Table of contents
Introduction
Apache Celeborn is a unified big data intermediate service dedicated to improving the efficiency and elasticity of different map-reduce engines. It provides an elastic, high-efficient management service for intermediate data, including shuffle data, spilled data, result data, etc. Currently, Celeborn is focusing on shuffle data.
In order to improve the elasticity of Spark on Kubernetes and solve the flexibility and stability issues of External Shuffle Service, eBay introduced Celeborn as a Remote Shuffle Service.

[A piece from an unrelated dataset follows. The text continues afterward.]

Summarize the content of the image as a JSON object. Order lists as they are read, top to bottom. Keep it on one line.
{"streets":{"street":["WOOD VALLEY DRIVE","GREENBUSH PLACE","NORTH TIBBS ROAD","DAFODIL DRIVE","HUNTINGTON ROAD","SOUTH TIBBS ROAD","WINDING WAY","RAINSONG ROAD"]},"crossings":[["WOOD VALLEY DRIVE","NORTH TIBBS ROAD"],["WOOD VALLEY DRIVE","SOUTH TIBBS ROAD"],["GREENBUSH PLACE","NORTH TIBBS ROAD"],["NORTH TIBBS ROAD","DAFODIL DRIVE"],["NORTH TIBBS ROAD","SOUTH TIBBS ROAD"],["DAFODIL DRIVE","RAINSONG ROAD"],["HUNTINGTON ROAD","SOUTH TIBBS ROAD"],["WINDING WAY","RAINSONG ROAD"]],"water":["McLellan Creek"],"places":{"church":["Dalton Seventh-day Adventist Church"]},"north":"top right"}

The Celeborn cluster itself consists of two components: Celeborn Master and Celeborn Worker. The Worker is responsible for data read and write and reports worker info to the Master through heartbeat. The Master ensures the consistency of cluster metadata through the RAFT protocol.

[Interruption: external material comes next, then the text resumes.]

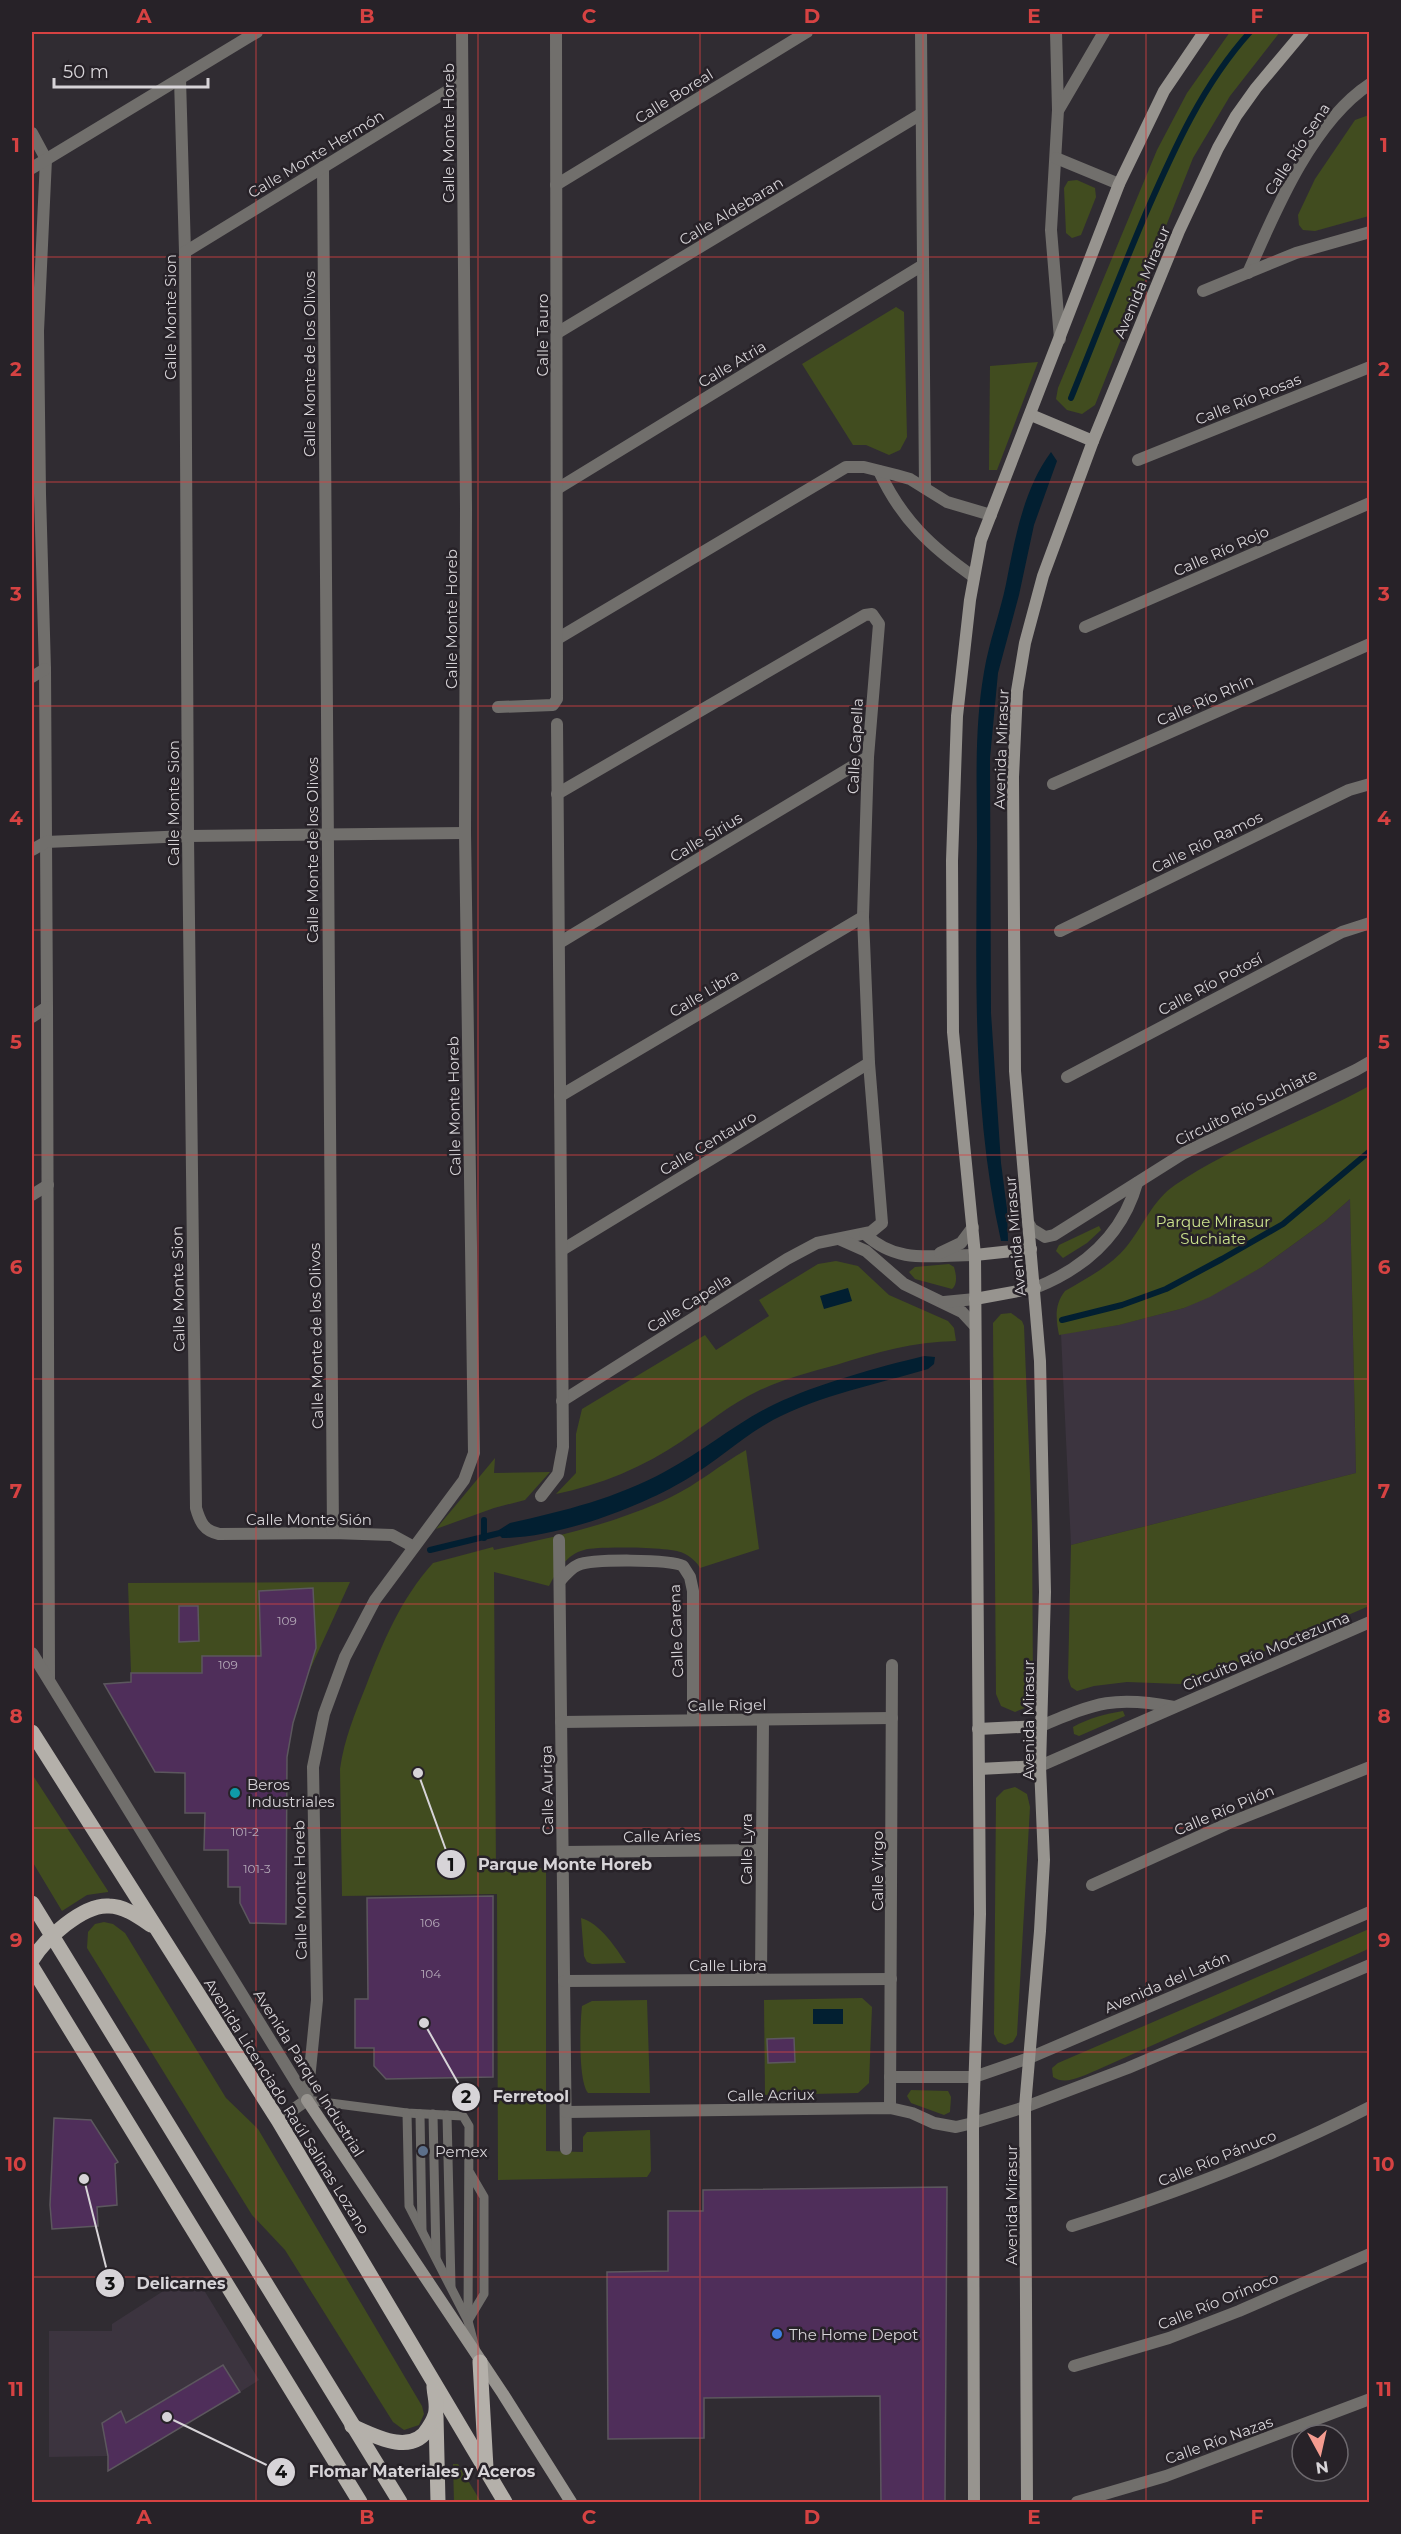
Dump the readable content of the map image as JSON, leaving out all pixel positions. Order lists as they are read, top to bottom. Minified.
{"streets":{"main road":["Avenida Licenciado Raúl Salinas Lozano"],"street":["Calle Boreal","Calle Monte Horeb","Calle Río Sena","Calle Monte Hermón","Calle Aldebaran","Avenida Mirasur","Calle Monte Sion","Calle Tauro","Calle Monte de los Olivos","Calle Atria","Calle Río Rosas","Calle Río Rojo","Calle Río Rhín","Calle Capella","Calle Sirius","Calle Río Ramos","Calle Río Potosí","Calle Libra","Circuito Río Suchiate","Calle Centauro","Calle Monte Sión","Calle Carena","Circuito Río Moctezuma","Calle Rigel","Calle Auriga","Calle Río Pilón","Calle Aries","Calle Lyra","Calle Virgo","Avenida del Latón","Avenida Parque Industrial","Calle Acriux","Calle Río Pánuco","Calle Río Orinoco","Calle Río Nazas"]},"crossings":[["Calle Boreal","Calle Tauro"],["Calle Monte Horeb","Calle Monte Hermón"],["Calle Monte Horeb","Calle Monte Sión"],["Calle Monte Horeb","Avenida Parque Industrial"],["Calle Monte Hermón","Calle Monte Sion"],["Calle Monte Hermón","Calle Monte de los Olivos"],["Calle Aldebaran","Calle Tauro"],["Avenida Mirasur","Circuito Río Suchiate"],["Avenida Mirasur","Circuito Río Moctezuma"],["Avenida Mirasur","Avenida del Latón"],["Calle Monte Sion","Calle Monte Sión"],["Calle Tauro","Calle Atria"],["Calle Monte de los Olivos","Calle Monte Sión"],["Calle Capella","Calle Sirius"],["Calle Capella","Calle Libra"],["Calle Capella","Calle Centauro"],["Calle Libra","Calle Auriga"],["Calle Libra","Calle Lyra"],["Calle Libra","Calle Virgo"],["Calle Carena","Calle Rigel"],["Calle Carena","Calle Auriga"],["Calle Rigel","Calle Auriga"],["Calle Rigel","Calle Lyra"],["Calle Rigel","Calle Virgo"],["Calle Auriga","Calle Aries"],["Calle Auriga","Calle Acriux"],["Calle Aries","Calle Lyra"],["Calle Virgo","Calle Acriux"]],"parks":["Parque Mirasur Suchiate"],"places":["Parque Monte Horeb","Beros Industriales","Ferretool","Pemex","Delicarnes","The Home Depot","Flomar Materiales y Aceros"],"house_numbers":["109","109","101-2","101-3","106","104"],"scale_bar":"50 m","north":"bottom","grid":{"columns":["A","B","C","D","E","F"],"rows":["1","2","3","4","5","6","7","8","9","10","11"]}}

For Celeborn Master, we deploy it in a Cloud Native manner. Celeborn Worker is co-located with the NodeManager of existing compute nodes and managed by systemctl. Currently, the largest cluster has nearly 6000 Celeborn Workers.

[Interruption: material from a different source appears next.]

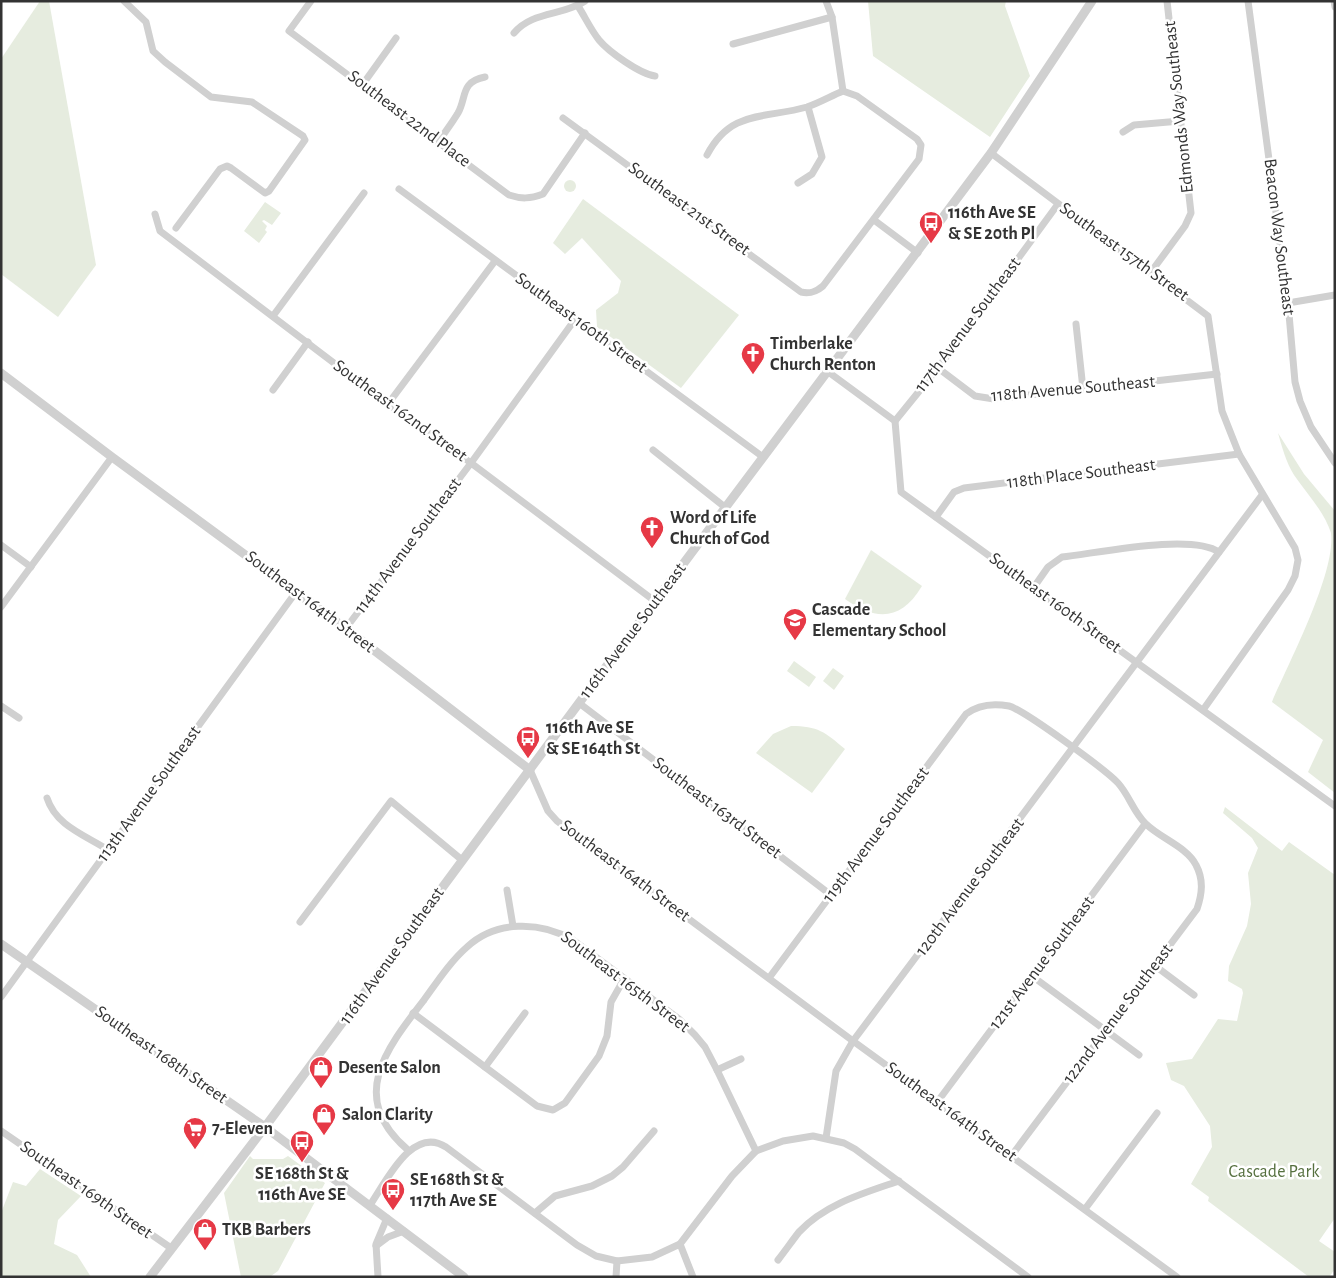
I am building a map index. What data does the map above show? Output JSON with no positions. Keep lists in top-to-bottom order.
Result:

Due to the large scale of the cluster and the need to patch the OS of the cluster’s Pods every month, meaning the Worker Pods will restart once every month, we need to manage the Celeborn cluster through automation tools to better ensure the stability of the cluster.
Therefore, we have optimized Celeborn’s RESTful API for better integration with automation tools. These improvements will be available in version 0.6.0, along with the celeborn-openapi-client
SDK to assist users in interacting with the new RESTful APIs.
Additionally, since Celeborn 0.5.0, you can view the Swagger UI at http://host:port/swagger
to better understand the usage of the API.
This article will explain how we use automation tools to manage the Celeborn cluster with the latest RESTful API.
Celeborn Master Management
For Celeborn Master, we deploy it on Kubernetes. There is an agent container in the Master pod that communicates with automation tools before and after the restart, triggering the podPreStart
and podPostStart
workflows to determine whether the restart can proceed and whether the service is functioning normally after the restart.
Pre-Restart Workflow for Master Pod
Below is the podPreStart
workflow diagram. First, it determines whether it is within the SLA window. If yes, it waits.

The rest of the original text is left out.